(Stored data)
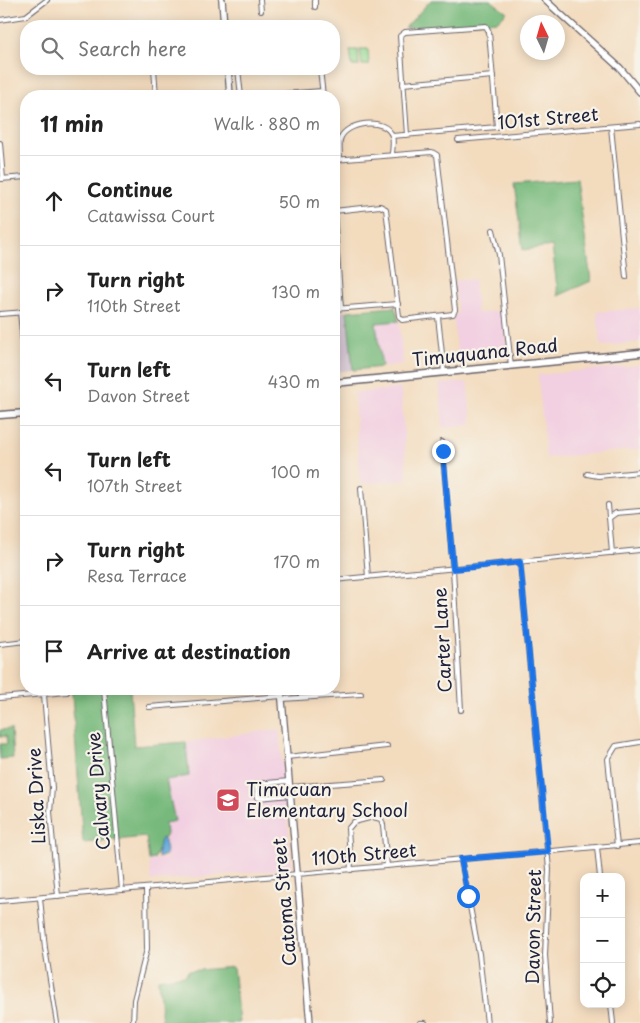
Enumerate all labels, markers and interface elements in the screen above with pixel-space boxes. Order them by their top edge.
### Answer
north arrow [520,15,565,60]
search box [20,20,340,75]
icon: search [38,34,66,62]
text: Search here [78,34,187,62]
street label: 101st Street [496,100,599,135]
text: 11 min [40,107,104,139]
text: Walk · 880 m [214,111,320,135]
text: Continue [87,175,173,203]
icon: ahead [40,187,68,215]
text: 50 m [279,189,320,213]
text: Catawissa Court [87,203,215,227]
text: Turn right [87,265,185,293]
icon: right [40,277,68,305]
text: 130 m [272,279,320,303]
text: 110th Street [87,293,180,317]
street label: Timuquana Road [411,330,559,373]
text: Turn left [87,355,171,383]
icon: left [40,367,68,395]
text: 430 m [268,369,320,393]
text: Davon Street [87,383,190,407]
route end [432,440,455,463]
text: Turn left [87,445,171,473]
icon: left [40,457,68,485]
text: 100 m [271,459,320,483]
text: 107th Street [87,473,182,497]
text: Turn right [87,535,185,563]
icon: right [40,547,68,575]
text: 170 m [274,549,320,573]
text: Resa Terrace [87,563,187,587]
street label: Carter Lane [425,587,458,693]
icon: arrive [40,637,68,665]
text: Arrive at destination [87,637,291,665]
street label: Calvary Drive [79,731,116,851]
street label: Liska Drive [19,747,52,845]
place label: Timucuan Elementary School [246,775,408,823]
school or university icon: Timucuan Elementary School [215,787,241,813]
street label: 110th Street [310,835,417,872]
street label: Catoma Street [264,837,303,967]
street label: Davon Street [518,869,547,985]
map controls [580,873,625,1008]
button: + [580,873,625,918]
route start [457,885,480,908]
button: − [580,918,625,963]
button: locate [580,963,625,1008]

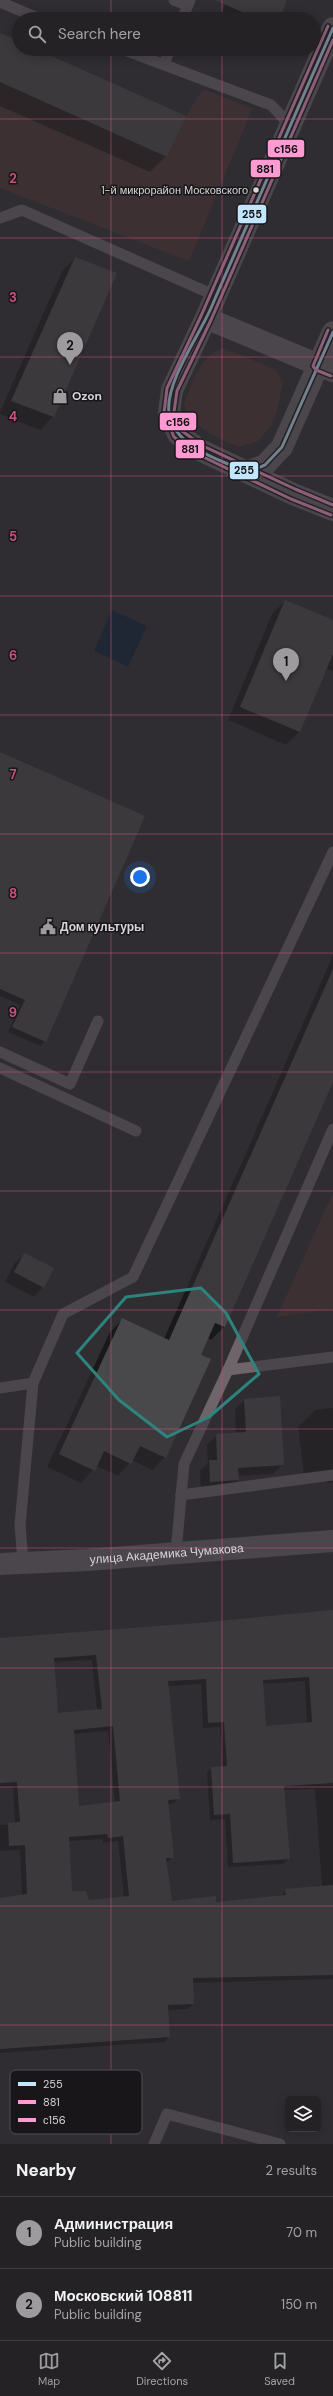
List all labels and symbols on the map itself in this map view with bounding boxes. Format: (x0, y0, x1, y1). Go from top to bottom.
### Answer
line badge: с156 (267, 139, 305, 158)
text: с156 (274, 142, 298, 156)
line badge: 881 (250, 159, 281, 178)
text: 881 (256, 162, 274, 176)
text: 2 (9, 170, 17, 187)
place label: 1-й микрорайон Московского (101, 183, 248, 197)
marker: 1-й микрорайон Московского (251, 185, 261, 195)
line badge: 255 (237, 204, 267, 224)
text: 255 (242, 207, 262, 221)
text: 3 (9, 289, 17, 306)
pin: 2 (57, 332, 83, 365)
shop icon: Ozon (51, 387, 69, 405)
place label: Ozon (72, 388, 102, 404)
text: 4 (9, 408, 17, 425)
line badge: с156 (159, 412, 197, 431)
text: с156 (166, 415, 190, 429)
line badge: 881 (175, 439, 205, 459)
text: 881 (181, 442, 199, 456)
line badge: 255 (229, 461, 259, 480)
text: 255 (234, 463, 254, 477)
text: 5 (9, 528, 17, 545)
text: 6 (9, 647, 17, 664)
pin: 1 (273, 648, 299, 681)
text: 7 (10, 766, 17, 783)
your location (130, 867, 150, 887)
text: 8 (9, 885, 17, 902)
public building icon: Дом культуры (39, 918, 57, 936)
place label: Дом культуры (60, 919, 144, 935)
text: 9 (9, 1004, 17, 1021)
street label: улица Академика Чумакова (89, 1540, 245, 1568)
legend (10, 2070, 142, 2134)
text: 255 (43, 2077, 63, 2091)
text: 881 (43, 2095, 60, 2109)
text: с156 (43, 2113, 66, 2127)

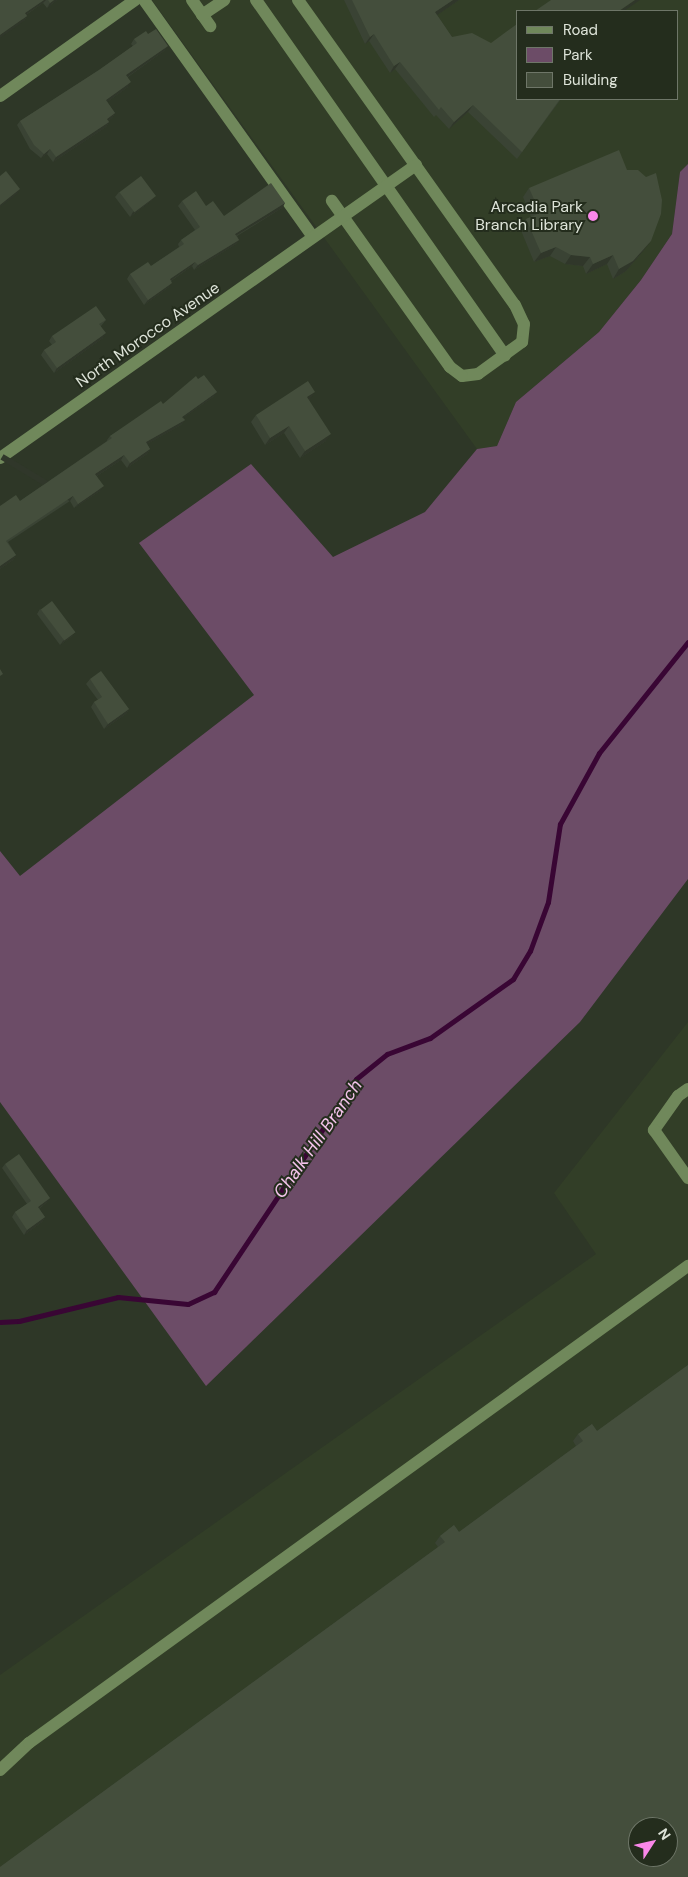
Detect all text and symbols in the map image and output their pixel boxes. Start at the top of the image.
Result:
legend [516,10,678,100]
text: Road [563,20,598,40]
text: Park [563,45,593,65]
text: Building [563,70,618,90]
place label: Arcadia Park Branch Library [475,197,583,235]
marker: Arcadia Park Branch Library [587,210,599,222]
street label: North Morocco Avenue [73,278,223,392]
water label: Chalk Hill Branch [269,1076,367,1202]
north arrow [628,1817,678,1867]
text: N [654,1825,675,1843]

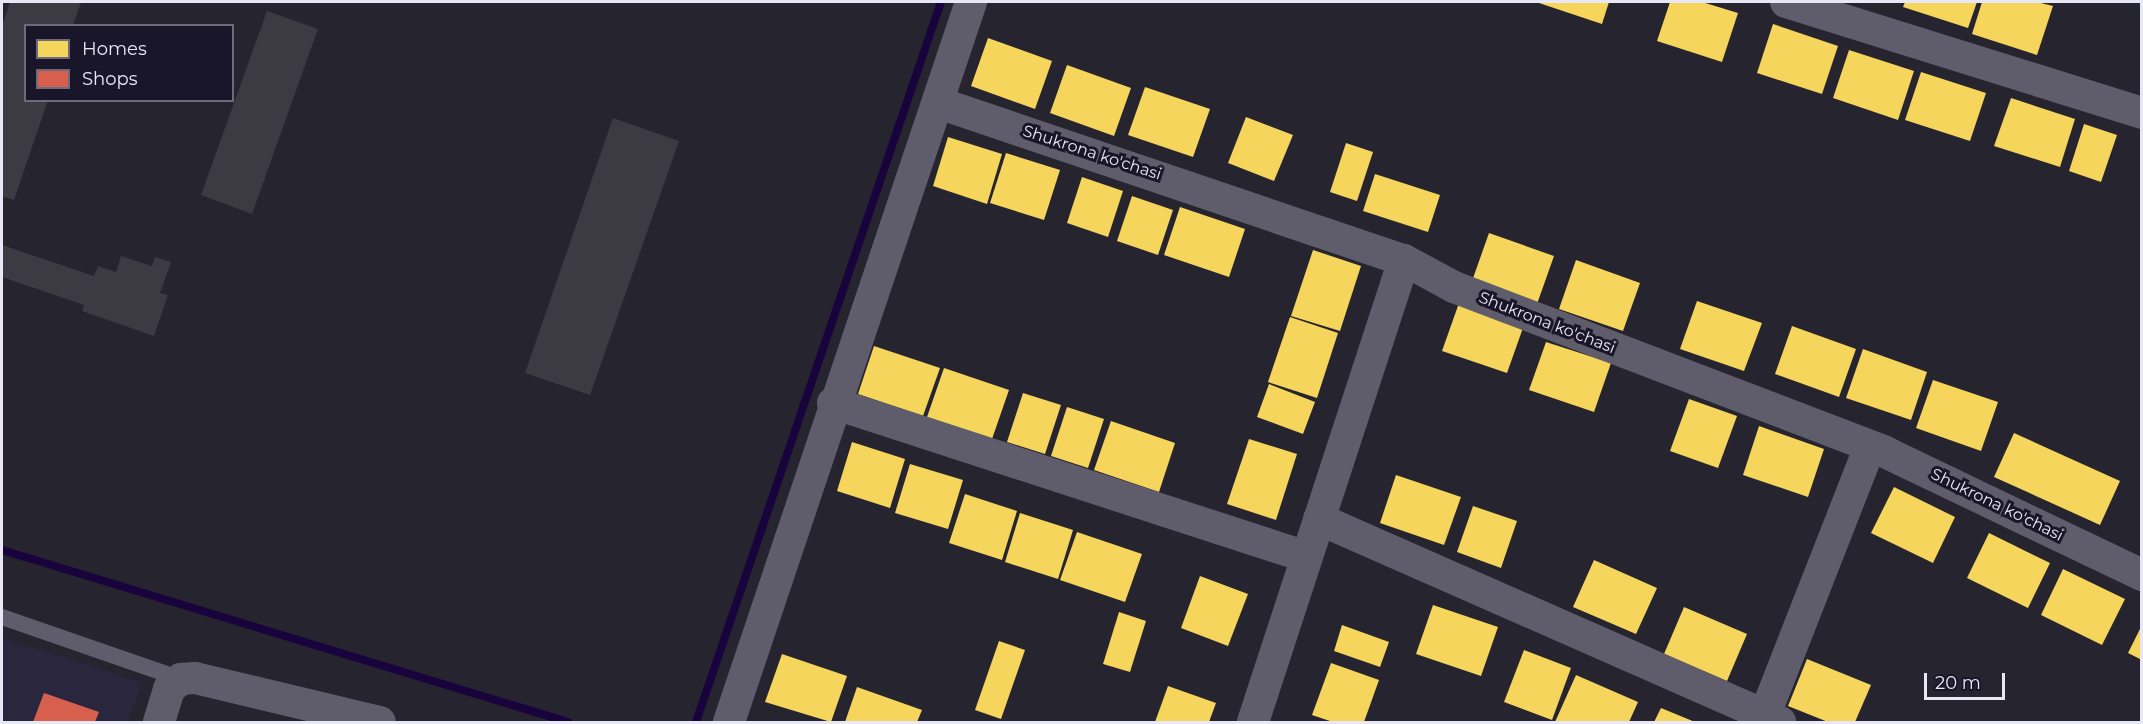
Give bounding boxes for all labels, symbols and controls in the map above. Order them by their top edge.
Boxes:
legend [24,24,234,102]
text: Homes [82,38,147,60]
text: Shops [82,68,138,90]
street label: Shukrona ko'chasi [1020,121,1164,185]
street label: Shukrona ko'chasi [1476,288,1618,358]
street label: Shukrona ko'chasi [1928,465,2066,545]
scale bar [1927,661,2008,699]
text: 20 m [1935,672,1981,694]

- _ASSIGNMENT_:
Write out once more the lines above beginning at the line with "Give bounding boxes"; continue through the final line and stop there.

- _EXERCISE RESULT_:
Give bounding boxes for all labels, symbols and controls in the map above. Order them by their top edge.
Boxes:
legend [24,24,234,102]
text: Homes [82,38,147,60]
text: Shops [82,68,138,90]
street label: Shukrona ko'chasi [1020,121,1164,185]
street label: Shukrona ko'chasi [1476,288,1618,358]
street label: Shukrona ko'chasi [1928,465,2066,545]
scale bar [1927,661,2008,699]
text: 20 m [1935,672,1981,694]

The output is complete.